Effect of Abaloparatide vs Alendronate on Fracture Risk Reduction in Postmenopausal Women With Osteoporosis

Context The ACTIVE study demonstrated the antifracture efficacy of abaloparatide in postmenopausal women with osteoporosis. ACTIVExtend demonstrated sustained fracture risk reduction with alendronate in abaloparatide-treated participants from ACTIVE. A direct comparison of the efficacy of abaloparatide and antiresorptive therapies has not been performed. Objective The objective of this analysis is to compare the antifracture efficacy of abaloparatide in ACTIVE with that of alendronate in ACTIVExtend. Design In this post hoc analysis, the rate of new vertebral fractures for women in ACTIVExtend (N = 1139) was calculated based on baseline and endpoint radiographs for placebo or abaloparatide in ACTIVE and alendronate in ACTIVExtend.
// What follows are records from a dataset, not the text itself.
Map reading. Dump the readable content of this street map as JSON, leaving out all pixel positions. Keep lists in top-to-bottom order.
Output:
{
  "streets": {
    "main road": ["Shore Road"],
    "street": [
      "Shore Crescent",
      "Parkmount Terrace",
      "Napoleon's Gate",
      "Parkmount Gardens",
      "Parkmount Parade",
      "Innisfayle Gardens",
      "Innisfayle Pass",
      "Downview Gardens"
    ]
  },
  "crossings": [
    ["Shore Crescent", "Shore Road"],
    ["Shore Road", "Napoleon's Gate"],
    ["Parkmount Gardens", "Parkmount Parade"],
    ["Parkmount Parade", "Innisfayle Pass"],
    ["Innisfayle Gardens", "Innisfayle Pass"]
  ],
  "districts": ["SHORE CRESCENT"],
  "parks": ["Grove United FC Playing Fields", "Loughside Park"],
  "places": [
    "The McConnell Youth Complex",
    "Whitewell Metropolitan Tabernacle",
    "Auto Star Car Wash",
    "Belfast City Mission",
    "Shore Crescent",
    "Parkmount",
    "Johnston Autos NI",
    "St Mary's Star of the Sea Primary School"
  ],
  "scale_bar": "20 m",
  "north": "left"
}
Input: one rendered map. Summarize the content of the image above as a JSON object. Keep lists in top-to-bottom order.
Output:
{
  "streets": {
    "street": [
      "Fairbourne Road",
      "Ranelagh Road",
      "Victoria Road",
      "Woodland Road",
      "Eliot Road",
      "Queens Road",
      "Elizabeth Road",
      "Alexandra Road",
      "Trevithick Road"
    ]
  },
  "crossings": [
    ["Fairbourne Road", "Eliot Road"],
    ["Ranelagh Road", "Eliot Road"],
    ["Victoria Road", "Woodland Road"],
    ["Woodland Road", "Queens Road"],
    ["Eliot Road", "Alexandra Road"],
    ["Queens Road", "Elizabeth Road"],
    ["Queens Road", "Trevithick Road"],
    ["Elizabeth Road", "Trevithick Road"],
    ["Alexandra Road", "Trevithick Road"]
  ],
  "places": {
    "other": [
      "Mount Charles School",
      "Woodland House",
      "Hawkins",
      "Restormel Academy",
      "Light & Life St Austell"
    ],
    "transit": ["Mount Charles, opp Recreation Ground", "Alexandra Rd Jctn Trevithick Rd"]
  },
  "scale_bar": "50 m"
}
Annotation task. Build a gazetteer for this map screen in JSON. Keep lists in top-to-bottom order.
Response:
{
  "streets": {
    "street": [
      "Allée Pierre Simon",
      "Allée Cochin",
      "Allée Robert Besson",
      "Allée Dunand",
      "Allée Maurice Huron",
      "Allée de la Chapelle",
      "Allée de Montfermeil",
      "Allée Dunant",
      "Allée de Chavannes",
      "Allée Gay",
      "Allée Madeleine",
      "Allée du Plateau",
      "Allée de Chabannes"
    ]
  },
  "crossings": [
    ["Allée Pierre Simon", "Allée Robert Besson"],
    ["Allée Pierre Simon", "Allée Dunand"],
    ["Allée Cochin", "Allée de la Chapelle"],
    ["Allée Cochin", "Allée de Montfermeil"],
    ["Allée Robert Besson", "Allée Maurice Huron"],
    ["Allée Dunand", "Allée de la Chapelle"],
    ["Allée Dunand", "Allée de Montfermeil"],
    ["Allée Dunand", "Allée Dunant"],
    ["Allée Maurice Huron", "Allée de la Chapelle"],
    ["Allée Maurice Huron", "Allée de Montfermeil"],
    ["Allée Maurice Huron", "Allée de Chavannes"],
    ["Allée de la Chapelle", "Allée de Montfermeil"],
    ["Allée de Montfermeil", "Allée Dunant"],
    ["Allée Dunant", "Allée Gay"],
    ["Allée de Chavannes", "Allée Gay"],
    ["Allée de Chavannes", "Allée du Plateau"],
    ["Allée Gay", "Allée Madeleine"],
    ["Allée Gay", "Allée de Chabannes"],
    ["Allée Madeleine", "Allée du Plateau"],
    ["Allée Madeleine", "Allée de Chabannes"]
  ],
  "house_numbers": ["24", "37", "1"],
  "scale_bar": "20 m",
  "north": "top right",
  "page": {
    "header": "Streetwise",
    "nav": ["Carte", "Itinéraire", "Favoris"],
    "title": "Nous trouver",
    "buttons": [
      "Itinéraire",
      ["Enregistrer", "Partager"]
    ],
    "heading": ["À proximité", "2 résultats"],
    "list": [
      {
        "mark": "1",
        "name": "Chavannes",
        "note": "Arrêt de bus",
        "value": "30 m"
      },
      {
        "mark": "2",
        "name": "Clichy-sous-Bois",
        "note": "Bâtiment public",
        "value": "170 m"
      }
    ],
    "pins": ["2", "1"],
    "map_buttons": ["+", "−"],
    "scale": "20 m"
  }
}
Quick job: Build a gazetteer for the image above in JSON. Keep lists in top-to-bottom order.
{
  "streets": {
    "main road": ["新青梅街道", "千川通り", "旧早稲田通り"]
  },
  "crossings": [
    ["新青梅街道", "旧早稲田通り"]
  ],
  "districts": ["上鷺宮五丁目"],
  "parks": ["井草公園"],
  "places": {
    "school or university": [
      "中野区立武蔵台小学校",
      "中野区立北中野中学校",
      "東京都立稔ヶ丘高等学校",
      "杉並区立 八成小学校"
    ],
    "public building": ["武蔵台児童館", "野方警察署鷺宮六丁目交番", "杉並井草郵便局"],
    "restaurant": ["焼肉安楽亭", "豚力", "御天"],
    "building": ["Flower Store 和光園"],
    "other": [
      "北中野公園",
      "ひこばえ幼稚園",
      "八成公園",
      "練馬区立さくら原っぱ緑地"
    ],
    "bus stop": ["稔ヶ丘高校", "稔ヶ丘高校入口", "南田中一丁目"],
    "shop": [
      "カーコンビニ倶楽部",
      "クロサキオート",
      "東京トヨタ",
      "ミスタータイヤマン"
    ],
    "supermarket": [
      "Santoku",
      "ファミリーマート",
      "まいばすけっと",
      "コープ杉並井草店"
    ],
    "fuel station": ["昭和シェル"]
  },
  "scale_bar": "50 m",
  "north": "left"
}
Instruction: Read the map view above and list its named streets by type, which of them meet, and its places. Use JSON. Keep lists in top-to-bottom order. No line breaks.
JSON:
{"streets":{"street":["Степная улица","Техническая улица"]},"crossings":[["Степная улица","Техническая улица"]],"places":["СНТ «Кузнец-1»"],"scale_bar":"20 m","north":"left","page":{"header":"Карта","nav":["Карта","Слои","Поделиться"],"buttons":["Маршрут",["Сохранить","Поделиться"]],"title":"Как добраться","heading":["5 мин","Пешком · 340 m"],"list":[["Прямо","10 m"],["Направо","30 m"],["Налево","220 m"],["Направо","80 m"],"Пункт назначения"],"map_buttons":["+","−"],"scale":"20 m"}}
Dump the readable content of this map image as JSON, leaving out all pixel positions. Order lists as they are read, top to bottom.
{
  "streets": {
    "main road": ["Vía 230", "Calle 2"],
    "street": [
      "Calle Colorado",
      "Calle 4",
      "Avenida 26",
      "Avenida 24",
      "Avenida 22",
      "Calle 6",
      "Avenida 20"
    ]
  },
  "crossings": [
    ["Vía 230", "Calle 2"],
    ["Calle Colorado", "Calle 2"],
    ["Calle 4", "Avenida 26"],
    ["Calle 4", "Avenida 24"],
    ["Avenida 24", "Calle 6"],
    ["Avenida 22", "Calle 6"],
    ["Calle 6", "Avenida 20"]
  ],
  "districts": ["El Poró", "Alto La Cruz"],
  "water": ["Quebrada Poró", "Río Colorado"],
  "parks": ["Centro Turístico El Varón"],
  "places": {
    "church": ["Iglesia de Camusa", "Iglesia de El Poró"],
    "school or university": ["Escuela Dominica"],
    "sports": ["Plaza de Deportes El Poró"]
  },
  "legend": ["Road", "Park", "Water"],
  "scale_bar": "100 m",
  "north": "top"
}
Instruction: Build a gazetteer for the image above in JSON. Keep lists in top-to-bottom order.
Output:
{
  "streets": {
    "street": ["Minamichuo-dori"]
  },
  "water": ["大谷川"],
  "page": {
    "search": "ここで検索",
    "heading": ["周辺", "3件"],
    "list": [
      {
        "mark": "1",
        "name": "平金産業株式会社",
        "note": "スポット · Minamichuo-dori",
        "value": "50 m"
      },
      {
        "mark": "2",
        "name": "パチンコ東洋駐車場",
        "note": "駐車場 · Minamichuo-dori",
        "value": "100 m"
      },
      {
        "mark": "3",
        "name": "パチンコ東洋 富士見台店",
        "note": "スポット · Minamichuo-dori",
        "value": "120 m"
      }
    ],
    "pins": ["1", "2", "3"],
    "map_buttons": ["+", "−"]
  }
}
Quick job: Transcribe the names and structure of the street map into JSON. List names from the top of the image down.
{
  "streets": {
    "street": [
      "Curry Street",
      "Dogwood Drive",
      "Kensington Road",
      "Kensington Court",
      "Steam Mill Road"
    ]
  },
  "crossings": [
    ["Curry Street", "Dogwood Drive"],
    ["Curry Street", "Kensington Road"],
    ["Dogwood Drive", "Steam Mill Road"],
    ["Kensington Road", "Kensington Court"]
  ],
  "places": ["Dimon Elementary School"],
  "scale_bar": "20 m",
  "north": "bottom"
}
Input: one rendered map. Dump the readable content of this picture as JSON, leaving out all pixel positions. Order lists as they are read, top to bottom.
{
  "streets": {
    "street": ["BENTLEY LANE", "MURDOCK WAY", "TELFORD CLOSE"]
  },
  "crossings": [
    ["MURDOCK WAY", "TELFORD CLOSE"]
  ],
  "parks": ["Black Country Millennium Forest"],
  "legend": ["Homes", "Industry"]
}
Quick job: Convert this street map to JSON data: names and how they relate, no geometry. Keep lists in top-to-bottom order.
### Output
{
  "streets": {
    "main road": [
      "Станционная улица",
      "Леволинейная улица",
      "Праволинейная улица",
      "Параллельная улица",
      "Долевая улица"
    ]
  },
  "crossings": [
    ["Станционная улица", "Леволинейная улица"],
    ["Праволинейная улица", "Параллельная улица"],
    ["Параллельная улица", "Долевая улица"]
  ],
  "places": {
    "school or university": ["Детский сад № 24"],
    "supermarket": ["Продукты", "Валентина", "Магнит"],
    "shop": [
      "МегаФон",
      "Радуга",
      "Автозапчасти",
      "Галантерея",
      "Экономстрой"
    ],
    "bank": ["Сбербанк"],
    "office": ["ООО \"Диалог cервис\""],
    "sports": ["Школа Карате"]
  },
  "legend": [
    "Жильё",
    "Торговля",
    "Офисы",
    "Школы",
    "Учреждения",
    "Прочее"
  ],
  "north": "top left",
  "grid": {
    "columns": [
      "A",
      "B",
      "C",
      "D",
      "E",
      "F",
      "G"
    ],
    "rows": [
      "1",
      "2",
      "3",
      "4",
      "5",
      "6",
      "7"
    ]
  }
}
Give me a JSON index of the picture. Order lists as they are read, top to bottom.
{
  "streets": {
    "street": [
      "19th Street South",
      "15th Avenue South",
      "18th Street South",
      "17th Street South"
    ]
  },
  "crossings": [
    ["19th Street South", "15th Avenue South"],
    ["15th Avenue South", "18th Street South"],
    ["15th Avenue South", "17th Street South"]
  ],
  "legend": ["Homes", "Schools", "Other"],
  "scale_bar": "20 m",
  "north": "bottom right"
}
Vertebral fracture rates between abaloparatide and alendronate were compared in a Poisson regression model. Fracture rates for nonvertebral and clinical fractures were compared based on a Poisson model during 18 months of abaloparatide or placebo treatment in ACTIVE and 18 months of alendronate treatment in ACTIVExtend. Results The vertebral fracture rate was lower during abaloparatide treatment in ACTIVE (0.47 fractures/100 patient-years) than alendronate treatment in ACTIVExtend (1.66 fractures/100 patient-years) (relative risk reduction 71%; P = .027). Although the comparisons did not meet statistical significance, after switching from placebo (ACTIVE) to alendronate (ACTIVExtend), the rate of new vertebral fractures decreased from 2.49 to 1.66 fractures per 100 patient-years, and after switching from abaloparatide to alendronate from 0.47 to 0.19 fractures per 100 patient-years. The rates of nonvertebral fractures and clinical fractures were not significantly different. Conclusion Initial treatment with abaloparatide may result in greater vertebral fracture reduction compared with alendronate in postmenopausal women with osteoporosis.